Now, suppose the code will run on CPU that
doesn't have byte memory access.

Is it my job or compiler's job to correctly access bytes?

The same thing is reading an ascii file. Do I have to make
any special precautions or just use char* and read trough?
Unsigned char for a pointer to arbitrary byte data. This is one of C's
little quirks. Plain char can be either signed or unsigned, and if
signed can contain trap representations. Alos, unsigned char documents
your intention.

By definition processors can access individual bytes. However on some
machines the hardware bytes are 32 bits whilst C chars are 8 bits. The
compiler handles this transparently by bit twiddling. This is
efficient in memory use, inefficient in processor usage. Whilst such
designs are rare, often it will be faster to handle image data as 32
bit pixels rather than as separate 8-bit channels. However these days
framebuffer operations are seldom the bottleneck.

Images tend to have sizes not known at runtime. Allocate a flat buffer
using malloc and calculate x y offsets yourself. Don't try to use a 2d
array.
 
W

William Hughes

I'm relatively new to C.

How should I define a ptr to monochrome bitmap?
I currently have char*.

So far, I'm only allocating (w/o OS functions)

Ok, so we are now way, way, out into undefined
territory.
memory for a
series of monochrome bitmaps. Every bitmap is different in size.

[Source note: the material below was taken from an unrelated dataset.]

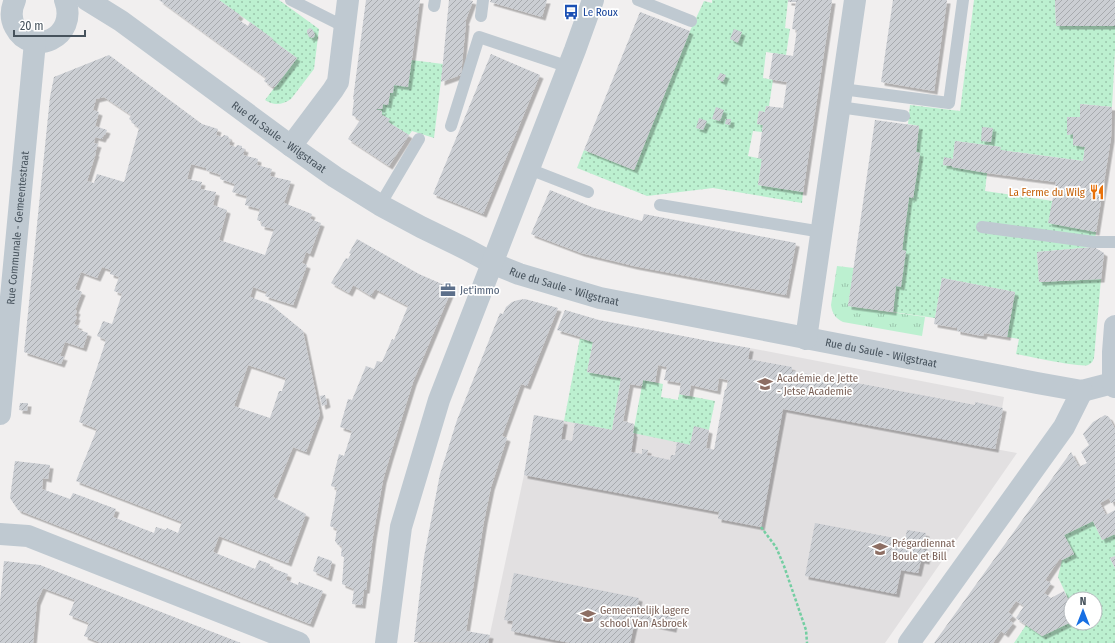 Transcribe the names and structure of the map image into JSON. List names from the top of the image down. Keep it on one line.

        int size;               // bitmap size (in bytes)
        char* pbitmap;  // ptr to current bitmap

size = GetBitmapSize(...);

At this point, pbitmap is not defined. I assume
that at some point you do something (e.g. assign
an integer) to define it. Be aware that this
may not work, and even if it does you probably
want a different integer for each platform and perhaps
for different implementations on the same platform.

pbitmap = malloc(size);

will always work, but then you lose control over where
pbitmap is. If you want portability, define a macro

ASSIGN_BITMAP(pbitmap, size)

and change it for each implementation used, with the
above malloc as the default.



        // align next bitmap address on 16 bytes
        pbitmap += (size + 16) & ~15;

When I had void* as ptr, this aligning thing was troublesome,
so I switched to char*.


Not surprising, adding an integer to a void* has no meaning
in C. Adding an integer to a char* may have meaning and on
many platforms it will do exactly what you expect.
(I am not sure what will happen if (size + 16) will not fit
in an int, but I think that ~15 will not be what you want)

Later, I will create functions PGet and PSet which will
operate on bits (pixels) within selected byte.

Now, suppose the code will run on CPU that
doesn't have byte memory access.


Is it my job or compiler's job to correctly access bytes?


If x is a char* then it is the compilers job to get the
"correct" byte if you ask for x[47]. However, bear in mind that the
compiler may not do what you want. For one thing, the compiler may not
use 8 bit bytes. So what the compiler gets may not be
the 8 bits at offset x + 8*46
The same thing is reading an ascii file. Do I have to make
any special precautions or just use char* and read trough?

If you fopen the file and read character by character, you will
get the values you expect. However, the processor may not do this
in the way you expect.

- William Hughes
 
A

aleksa

The compiler handles this transparently by bit twiddling. This is
efficient in memory use, inefficient in processor usage.

In other words, it will *always* work, regardless of CPU used, right?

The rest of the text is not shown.